Robert Downey Junior Talks Real Bots to Save the World

iron man, robert downey jr

A real flying Iron Man isn’t going to show up any time soon. Even if he did, he’s hardly in a position to tell everyone else to make the world a better place, and few would likely listen. So, the real world Robert Downey Junior is talking up his new initiative to use technology and AI to help improve the world via his Footprint Coalition.

While the Footprint Coalition might not have the ring of The Avengers Initiative, it plans to have plenty of problem-solving power behind it next year when it launches officially. Robert Downey Junior was talking about at an Amazon Re:Mars future-navel-gazing event keynoted by the actor and in-part hosted by Amazon Alexa as a guide to the AI future.

The actor is already producing a series about AI for YouTube, and this new chapter in his post-Tony Stark mission seems to tally with his interest in technology to help people solve problems.

The Re:Mars conference, organised by Amazon founder and rocketship lover Jeff Bezos is focused on the benefits the world can gain from artificial intelligence and machine learning.
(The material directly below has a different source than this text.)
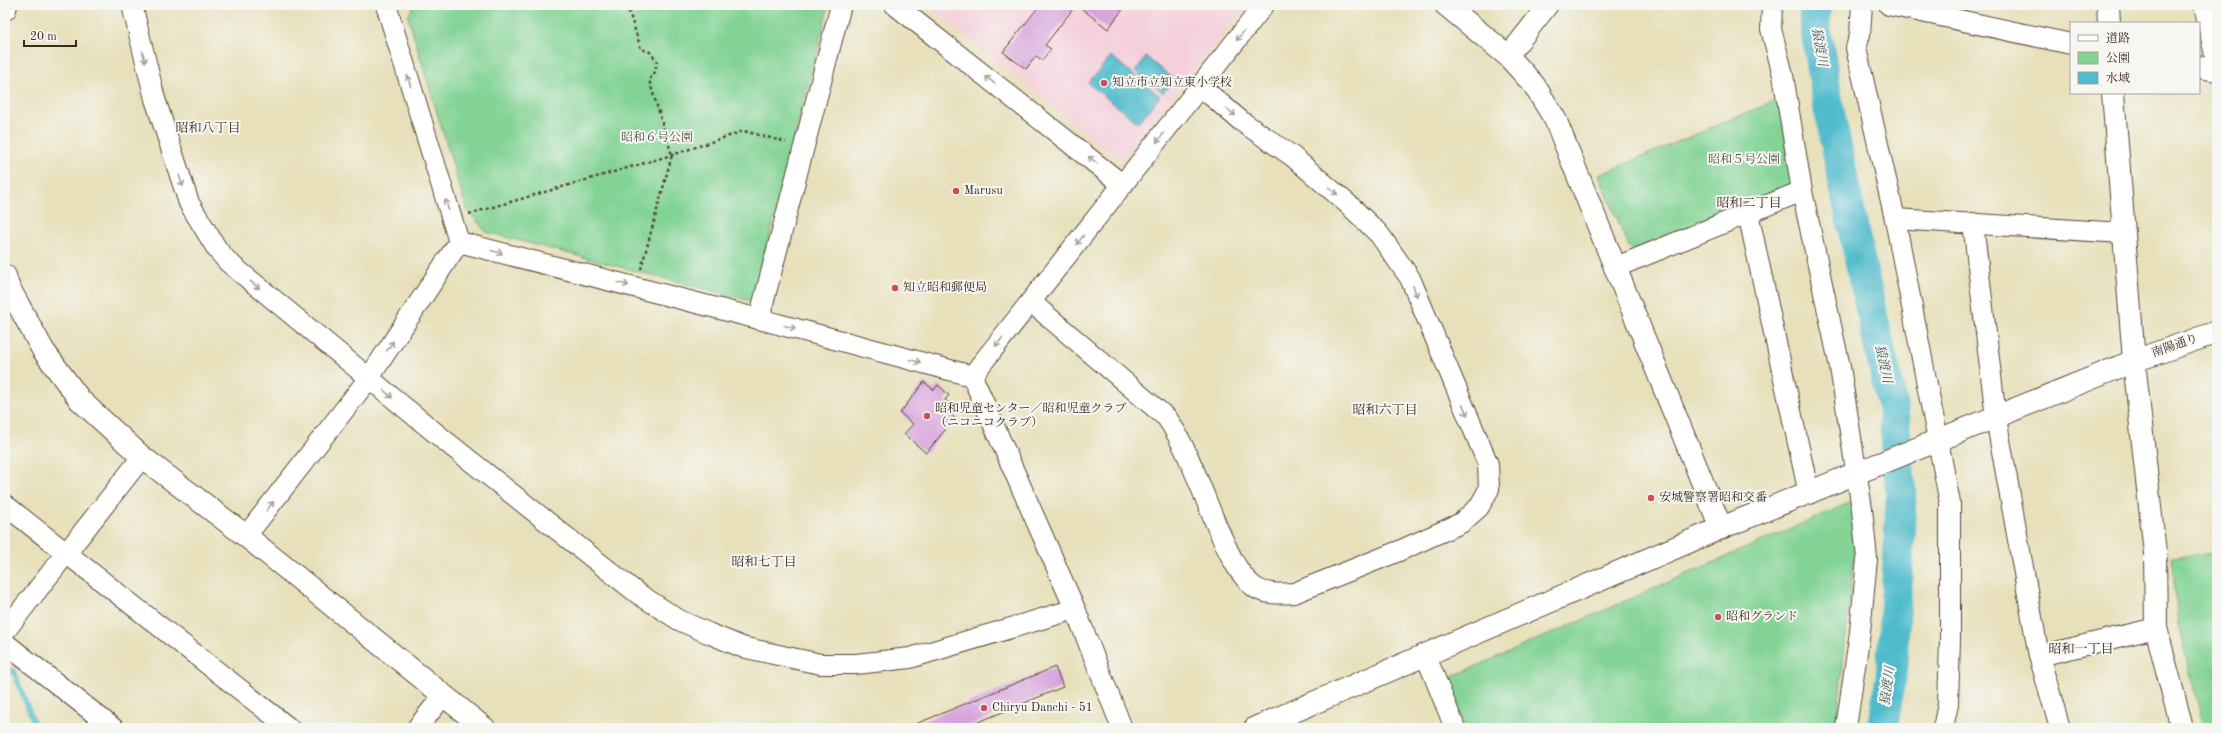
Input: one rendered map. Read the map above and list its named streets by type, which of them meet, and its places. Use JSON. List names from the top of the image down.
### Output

Many of Amazon’s AI leaders are at the show to explain how the tech helps their business.

Attendees at the $1,999 per ticket event (free if you’re an actual astronaut) are encouraged to network with others, learn AI best practices and hear from tech’s leading lights including deeplearning.ai founder Andrew Ng and Colin Angle of iRobot. Those along with big names like RDJ, Matt Damon and others will help grab headlines. And if others get on board, perhaps they will help nudge the Washington fence-sitters and those driving the back-to-coal-and-big-oil fringe back out of the spotlight.
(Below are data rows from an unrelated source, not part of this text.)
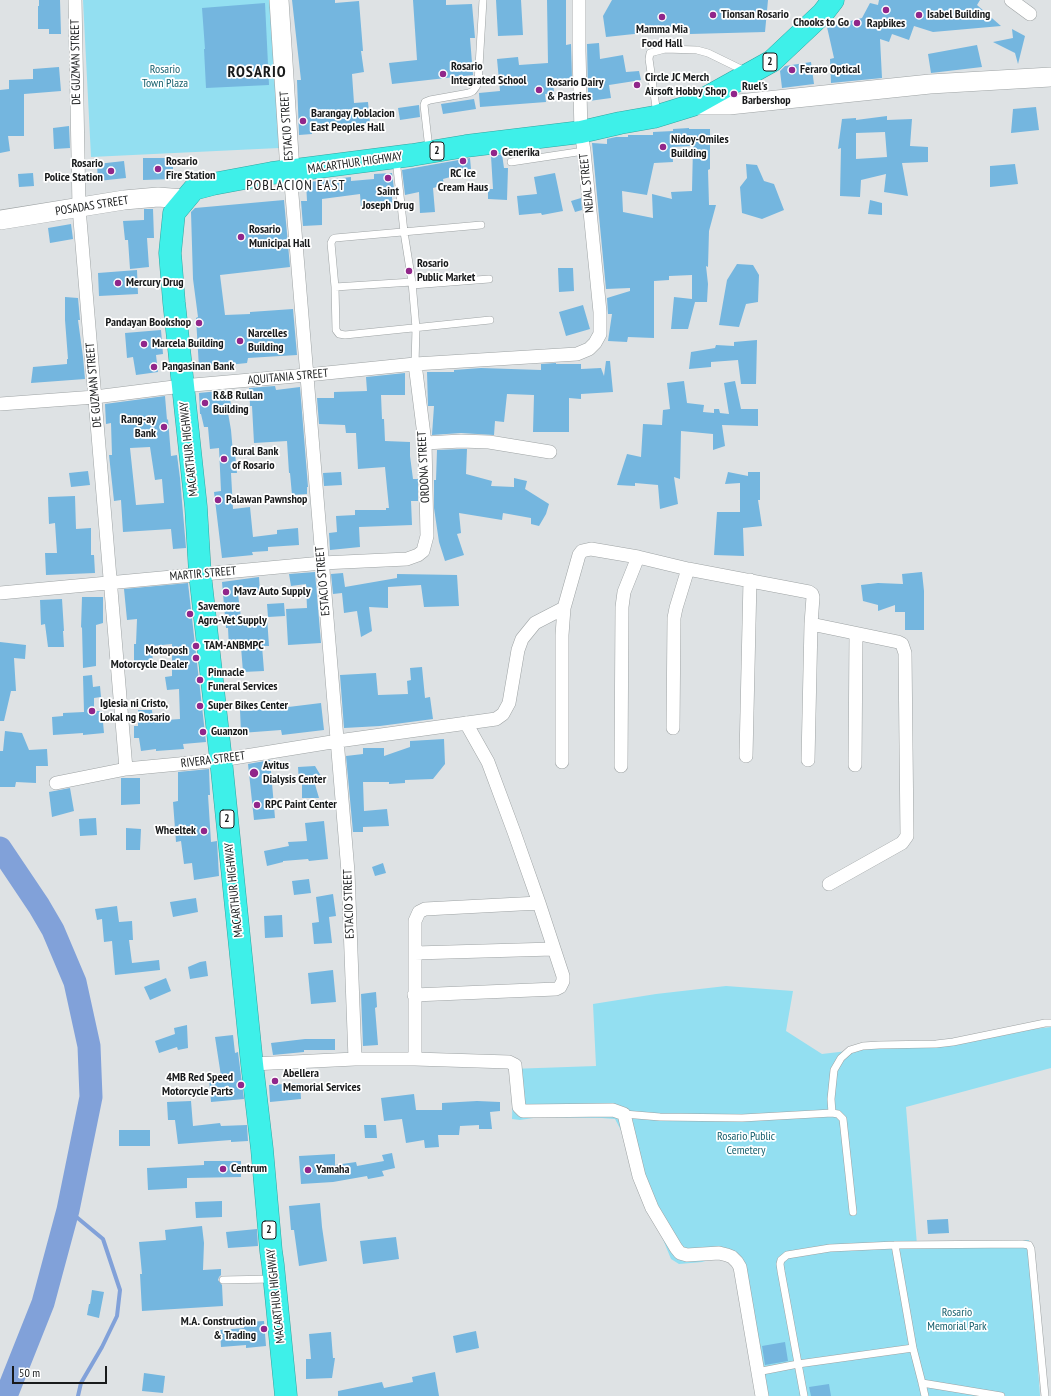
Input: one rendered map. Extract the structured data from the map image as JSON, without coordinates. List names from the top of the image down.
{
  "streets": {
    "highway": ["2", "MACARTHUR HIGHWAY"],
    "main road": ["ESTACIO STREET", "POSADAS STREET"],
    "street": [
      "DE GUZMAN STREET",
      "NEJAL STREET",
      "AQUITANIA STREET",
      "ORDONA STREET",
      "MARTIR STREET",
      "RIVERA STREET"
    ]
  },
  "crossings": [
    ["DE GUZMAN STREET", "POSADAS STREET"],
    ["DE GUZMAN STREET", "AQUITANIA STREET"],
    ["DE GUZMAN STREET", "MARTIR STREET"],
    ["DE GUZMAN STREET", "RIVERA STREET"],
    ["ESTACIO STREET", "MACARTHUR HIGHWAY"],
    ["ESTACIO STREET", "AQUITANIA STREET"],
    ["ESTACIO STREET", "MARTIR STREET"],
    ["ESTACIO STREET", "RIVERA STREET"],
    ["MACARTHUR HIGHWAY", "NEJAL STREET"],
    ["MACARTHUR HIGHWAY", "POSADAS STREET"],
    ["MACARTHUR HIGHWAY", "AQUITANIA STREET"],
    ["MACARTHUR HIGHWAY", "MARTIR STREET"],
    ["MACARTHUR HIGHWAY", "RIVERA STREET"],
    ["NEJAL STREET", "AQUITANIA STREET"],
    ["AQUITANIA STREET", "ORDONA STREET"],
    ["ORDONA STREET", "MARTIR STREET"]
  ],
  "districts": ["ROSARIO", "POBLACION EAST"],
  "parks": ["Rosario Town Plaza", "Rosario Public Cemetery", "Rosario Memorial Park"],
  "places": [
    "Rapbikes",
    "Tionsan Rosario",
    "Isabel Building",
    "Mamma Mia Food Hall",
    "Chooks to Go",
    "Feraro Optical",
    "Rosario Integrated School",
    "Circle JC Merch Airsoft Hobby Shop",
    "Rosario Dairy & Pastries",
    "Ruel's Barbershop",
    "Barangay Poblacion East Peoples Hall",
    "Nidoy-Omiles Building",
    "Generika",
    "RC Ice Cream Haus",
    "Rosario Fire Station",
    "Rosario Police Station",
    "Saint Joseph Drug",
    "Rosario Municipal Hall",
    "Rosario Public Market",
    "Mercury Drug",
    "Pandayan Bookshop",
    "Narcelles Building",
    "Marcela Building",
    "Pangasinan Bank",
    "R&B Rullan Building",
    "Rang-ay Bank",
    "Rural Bank of Rosario",
    "Palawan Pawnshop",
    "Mavz Auto Supply",
    "Savemore Agro-Vet Supply",
    "TAM-ANBMPC",
    "Motoposh Motorcycle Dealer",
    "Pinnacle Funeral Services",
    "Super Bikes Center",
    "Iglesia ni Cristo, Lokal ng Rosario",
    "Guanzon",
    "Avitus Dialysis Center",
    "RPC Paint Center",
    "Wheeltek",
    "Abellera Memorial Services",
    "4MB Red Speed Motorcycle Parts",
    "Centrum",
    "Yamaha",
    "M.A. Construction & Trading"
  ],
  "scale_bar": "50 m"
}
Tracks at the event including a focus on machine learning, robotics, automation and how they can contribute to space exploration. They should help encourage business leaders and others who want to learn AI trends and enable their businesses to improve the customer experience and drive efficiency.

The show floor was full of assistant robots from the likes of Boston Dynamics that can open doors for people, pick up and transport objects and perform other tasks. They’re the easy highlights of the show, demonstrating the difficulty in making AI and ML look sexy, but if they are used in major real-world problem solving, that are in turn promoted by big names, perhaps there’s a brighter hope for humanity.

There isn’t much know about the Footprint Coalition, but DRJ and his cohort have a little under a year to get things sorted for the planned April 2020 launch. The site only has a vanilla form for people to sign up for more information. His quote doing the rounds of “Between robotics and nanotechnology, we could clean up the planet significantly, if not totally, in 10 years,” maybe massively optimistic, but if the will is there and people get behind projects that traditional enterprises consider unprofitable, there is always hope.

The AI YouTube show, for the company’s subscription Red Channel, was announced last year and is still in production, guess the guy has been busy recently! When announced, Mrs Downey, who will produce the show, said “Robert and I share a curiosity for AI, a complicated and often polarizing subject. Our aim is to explore AI through a lens of objectivity and accessibility, in a thoroughly bold, splashy, and entertaining way.”

All of which should help get the technology behind chatbots and AI further into the public gaze. Driving acceptance and interest will help adoption, and inventors and innovators will look at using them in new ways to help drive a greener, cleaner, more positive agenda forward to help move beyond the current state of hostile politics.